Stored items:
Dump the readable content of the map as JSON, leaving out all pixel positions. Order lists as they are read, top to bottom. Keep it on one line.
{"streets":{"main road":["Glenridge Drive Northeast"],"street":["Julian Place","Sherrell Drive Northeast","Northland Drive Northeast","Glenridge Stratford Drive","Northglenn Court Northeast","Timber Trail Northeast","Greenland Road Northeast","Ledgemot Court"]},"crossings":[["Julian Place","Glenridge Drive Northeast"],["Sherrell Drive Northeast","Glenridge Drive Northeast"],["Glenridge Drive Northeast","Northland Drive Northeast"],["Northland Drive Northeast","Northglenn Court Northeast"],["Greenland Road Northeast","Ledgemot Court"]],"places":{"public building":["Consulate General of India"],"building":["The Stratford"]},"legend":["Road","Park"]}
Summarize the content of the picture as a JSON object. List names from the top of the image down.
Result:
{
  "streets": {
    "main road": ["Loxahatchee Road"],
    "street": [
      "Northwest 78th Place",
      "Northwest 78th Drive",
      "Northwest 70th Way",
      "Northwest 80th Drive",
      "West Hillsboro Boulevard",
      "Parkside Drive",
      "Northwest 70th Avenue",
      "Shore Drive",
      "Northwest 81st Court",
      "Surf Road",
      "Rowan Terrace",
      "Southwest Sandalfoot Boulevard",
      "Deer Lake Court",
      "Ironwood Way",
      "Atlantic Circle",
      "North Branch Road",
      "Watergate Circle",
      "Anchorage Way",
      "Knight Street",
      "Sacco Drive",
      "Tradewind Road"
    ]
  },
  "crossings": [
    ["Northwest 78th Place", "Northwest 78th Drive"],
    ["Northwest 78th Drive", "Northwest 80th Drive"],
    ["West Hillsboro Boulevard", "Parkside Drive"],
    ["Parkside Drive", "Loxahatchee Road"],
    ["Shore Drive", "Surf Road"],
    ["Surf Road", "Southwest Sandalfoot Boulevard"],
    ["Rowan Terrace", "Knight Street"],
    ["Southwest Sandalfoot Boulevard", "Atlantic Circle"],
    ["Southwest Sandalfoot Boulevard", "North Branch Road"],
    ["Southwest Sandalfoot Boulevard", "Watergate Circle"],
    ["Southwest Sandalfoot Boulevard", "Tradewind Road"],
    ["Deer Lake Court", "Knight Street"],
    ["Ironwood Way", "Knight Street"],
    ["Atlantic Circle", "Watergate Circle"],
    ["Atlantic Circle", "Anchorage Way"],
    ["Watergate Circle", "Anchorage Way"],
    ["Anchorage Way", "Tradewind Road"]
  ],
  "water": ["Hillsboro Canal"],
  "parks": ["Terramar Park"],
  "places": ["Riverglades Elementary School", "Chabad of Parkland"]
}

WORK REQUIRED >>
Search the entries above for the word "Southwest", and copy every line where it occurs.

RESULT OF THE EXERCISE >>
      "Southwest Sandalfoot Boulevard",
    ["Surf Road", "Southwest Sandalfoot Boulevard"],
    ["Southwest Sandalfoot Boulevard", "Atlantic Circle"],
    ["Southwest Sandalfoot Boulevard", "North Branch Road"],
    ["Southwest Sandalfoot Boulevard", "Watergate Circle"],
    ["Southwest Sandalfoot Boulevard", "Tradewind Road"],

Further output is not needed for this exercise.